Life in a green screen studio can be exciting, if you are not one of the cameramen, that is. It can be so dull and uninteresting to keep preparing and rearranging the lighting and all the other equipment that is there in the studio. On the other hand, for you and I who watch only the finalized product, life in a studio (that boasts of the best quality of green screens) seems to be very exciting.
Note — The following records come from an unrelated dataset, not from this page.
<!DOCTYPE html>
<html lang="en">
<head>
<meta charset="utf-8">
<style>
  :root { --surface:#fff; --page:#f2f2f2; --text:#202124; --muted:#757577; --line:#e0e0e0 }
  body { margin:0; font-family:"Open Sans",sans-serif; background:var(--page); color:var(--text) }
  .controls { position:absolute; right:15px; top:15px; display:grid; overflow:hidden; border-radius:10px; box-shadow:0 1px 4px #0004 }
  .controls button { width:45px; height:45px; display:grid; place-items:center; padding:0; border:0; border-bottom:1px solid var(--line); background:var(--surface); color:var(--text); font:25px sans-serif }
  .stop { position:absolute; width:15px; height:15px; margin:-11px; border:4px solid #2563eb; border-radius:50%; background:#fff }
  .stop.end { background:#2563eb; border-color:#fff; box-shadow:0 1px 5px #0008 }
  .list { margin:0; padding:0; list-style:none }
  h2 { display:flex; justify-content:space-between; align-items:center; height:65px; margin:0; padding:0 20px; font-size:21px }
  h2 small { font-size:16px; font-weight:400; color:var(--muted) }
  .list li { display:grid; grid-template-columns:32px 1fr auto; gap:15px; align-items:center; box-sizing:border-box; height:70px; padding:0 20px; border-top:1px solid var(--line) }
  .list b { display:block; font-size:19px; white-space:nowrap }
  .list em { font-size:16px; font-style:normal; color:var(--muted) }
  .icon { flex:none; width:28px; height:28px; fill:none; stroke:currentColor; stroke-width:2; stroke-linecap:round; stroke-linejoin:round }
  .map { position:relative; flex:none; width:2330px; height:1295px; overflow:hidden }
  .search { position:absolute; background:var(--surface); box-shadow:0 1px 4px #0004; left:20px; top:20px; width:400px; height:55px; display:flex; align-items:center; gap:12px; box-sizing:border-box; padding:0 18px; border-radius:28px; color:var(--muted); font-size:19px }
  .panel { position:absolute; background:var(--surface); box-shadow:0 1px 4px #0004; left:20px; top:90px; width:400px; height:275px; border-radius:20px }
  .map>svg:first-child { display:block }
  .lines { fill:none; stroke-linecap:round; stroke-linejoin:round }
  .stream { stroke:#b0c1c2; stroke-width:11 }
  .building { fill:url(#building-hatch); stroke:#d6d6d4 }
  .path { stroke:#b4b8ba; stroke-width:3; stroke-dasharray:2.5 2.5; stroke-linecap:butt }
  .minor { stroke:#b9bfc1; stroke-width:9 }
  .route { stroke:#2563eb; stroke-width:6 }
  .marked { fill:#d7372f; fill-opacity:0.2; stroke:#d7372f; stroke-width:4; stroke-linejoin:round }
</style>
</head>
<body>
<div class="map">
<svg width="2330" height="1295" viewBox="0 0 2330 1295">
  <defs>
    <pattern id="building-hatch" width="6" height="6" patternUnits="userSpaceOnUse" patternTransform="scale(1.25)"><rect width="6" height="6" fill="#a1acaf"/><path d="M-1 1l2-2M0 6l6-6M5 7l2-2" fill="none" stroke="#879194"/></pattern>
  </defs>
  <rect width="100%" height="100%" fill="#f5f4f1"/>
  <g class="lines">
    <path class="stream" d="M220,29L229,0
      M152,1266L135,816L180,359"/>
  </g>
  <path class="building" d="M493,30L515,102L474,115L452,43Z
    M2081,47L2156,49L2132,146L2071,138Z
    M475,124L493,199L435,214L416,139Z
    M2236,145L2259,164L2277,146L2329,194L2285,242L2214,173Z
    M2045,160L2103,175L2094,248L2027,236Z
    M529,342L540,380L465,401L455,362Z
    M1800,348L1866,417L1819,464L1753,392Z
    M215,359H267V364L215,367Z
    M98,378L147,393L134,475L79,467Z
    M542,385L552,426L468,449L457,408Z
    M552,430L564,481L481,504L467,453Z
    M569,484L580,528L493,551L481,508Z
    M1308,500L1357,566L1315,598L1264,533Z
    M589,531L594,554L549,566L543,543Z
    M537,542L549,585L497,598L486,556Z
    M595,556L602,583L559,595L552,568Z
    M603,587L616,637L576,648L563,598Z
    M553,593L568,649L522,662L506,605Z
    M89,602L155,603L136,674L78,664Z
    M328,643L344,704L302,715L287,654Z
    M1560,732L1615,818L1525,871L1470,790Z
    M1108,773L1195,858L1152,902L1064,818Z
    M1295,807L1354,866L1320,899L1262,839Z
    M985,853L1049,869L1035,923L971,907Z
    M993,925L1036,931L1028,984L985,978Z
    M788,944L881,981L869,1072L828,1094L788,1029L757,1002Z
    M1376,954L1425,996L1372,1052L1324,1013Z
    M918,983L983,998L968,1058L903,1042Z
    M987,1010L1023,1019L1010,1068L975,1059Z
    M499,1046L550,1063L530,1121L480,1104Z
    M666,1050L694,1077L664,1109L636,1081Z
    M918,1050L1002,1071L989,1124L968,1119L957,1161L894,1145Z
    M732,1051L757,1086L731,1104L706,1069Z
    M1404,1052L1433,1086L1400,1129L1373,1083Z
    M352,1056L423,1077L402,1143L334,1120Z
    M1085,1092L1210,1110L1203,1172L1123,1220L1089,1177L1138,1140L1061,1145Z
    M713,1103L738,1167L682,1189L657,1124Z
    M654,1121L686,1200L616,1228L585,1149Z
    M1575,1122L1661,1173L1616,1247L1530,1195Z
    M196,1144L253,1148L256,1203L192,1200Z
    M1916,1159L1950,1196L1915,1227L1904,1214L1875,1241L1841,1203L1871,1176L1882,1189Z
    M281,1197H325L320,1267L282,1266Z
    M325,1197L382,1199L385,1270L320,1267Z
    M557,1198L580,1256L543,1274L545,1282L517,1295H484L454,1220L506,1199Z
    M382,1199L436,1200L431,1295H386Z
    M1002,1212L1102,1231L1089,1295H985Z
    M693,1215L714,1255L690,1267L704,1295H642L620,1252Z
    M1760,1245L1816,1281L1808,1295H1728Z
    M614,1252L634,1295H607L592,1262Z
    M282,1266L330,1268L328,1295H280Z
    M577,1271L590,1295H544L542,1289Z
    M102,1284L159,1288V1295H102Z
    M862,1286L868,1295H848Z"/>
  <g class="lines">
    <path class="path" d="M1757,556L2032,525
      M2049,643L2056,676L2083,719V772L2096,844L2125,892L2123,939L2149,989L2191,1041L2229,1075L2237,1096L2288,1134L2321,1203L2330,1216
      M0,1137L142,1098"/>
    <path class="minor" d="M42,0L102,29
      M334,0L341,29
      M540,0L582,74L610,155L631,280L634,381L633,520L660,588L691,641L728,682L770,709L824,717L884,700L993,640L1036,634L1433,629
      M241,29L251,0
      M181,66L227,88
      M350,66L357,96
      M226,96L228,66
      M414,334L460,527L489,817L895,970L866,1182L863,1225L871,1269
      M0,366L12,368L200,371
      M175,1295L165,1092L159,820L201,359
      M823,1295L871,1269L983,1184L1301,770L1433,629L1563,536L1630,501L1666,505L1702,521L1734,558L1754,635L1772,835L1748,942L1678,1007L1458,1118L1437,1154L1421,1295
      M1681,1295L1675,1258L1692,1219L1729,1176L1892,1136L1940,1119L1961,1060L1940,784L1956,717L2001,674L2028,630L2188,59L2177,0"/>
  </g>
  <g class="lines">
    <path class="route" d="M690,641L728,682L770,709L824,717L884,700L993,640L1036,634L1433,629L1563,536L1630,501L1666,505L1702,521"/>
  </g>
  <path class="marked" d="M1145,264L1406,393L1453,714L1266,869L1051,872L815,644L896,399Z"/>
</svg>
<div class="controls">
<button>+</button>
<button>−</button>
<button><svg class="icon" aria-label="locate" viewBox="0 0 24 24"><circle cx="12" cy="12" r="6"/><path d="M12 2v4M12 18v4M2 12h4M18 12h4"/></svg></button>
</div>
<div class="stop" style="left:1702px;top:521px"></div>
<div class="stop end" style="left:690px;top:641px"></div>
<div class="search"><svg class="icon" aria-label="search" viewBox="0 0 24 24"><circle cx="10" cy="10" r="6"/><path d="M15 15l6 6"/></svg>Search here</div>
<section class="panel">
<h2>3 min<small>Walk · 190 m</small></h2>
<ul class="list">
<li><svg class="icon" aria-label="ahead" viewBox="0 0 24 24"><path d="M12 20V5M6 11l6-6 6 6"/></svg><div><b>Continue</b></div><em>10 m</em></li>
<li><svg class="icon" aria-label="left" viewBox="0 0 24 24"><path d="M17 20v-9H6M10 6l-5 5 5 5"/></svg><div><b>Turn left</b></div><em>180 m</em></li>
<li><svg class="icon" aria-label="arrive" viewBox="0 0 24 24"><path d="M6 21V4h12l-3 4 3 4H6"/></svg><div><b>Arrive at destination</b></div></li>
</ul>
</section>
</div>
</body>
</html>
One wonders how it is feasible to capture on film someone being chased by a tiger or something much worse.

There are pictures in newspapers and magazines of football players at a match. Sometimes, there is a image of a particular player whose expression is caught for perpetuity, or so we think. It is quite possible that this expression was caught in the confines of a green screen studio and not on the soccer field. A picture of the soccer match in progress is superimposed on the green screen which has already served as the background in the studio. The football player is asked to stand in front of the screen, a look of ecstasy on his face, to copy that which he had when he made that brilliant pass during a significant league match against an arch rival team.

Naturally, not all pictures are orchestrated on a green screen studio; there are quite a few photographers who risk their lives to capture live action on film. These are folk who belong to a very different breed. Their love for the art of photography can take them to places that they have never been to and get them concerned in situations that might sometimes even cost them their lives. For example, prize-winning photographers do not win awards based mostly on stills that are taken in a studio with a green screen. Rather, they win awards based primarily on footage taken out in the real world without the computer effects that are conveniently and simply created using a green screen studio.

Similarly, there are many photo executives who believe that it is important to capture wild animals on film, risking their lives in the middle. One classic example of this is the sad story of Steve Irwin, who was fatally attacked by a stingray. There is not any chance of attempting to duplicate this sort of a going down inside a green screen studio ; unless of course, someone is attempting to make a movie on Irwin, whereby the actor has to enact the final moments of the 'croc hunter' as Steve Irwin was fondly called.

Here, the actor will get asked to do all of the movements and facial expressions that Irwin would have demonstrated in his final moments against the background of a green screen studio. Once this is done, the superimposing of the underwater battle between the stingray and the dying Irwin would be carried out by the film editing and compositing techniques that are aided by the newest software, available in the film industry today.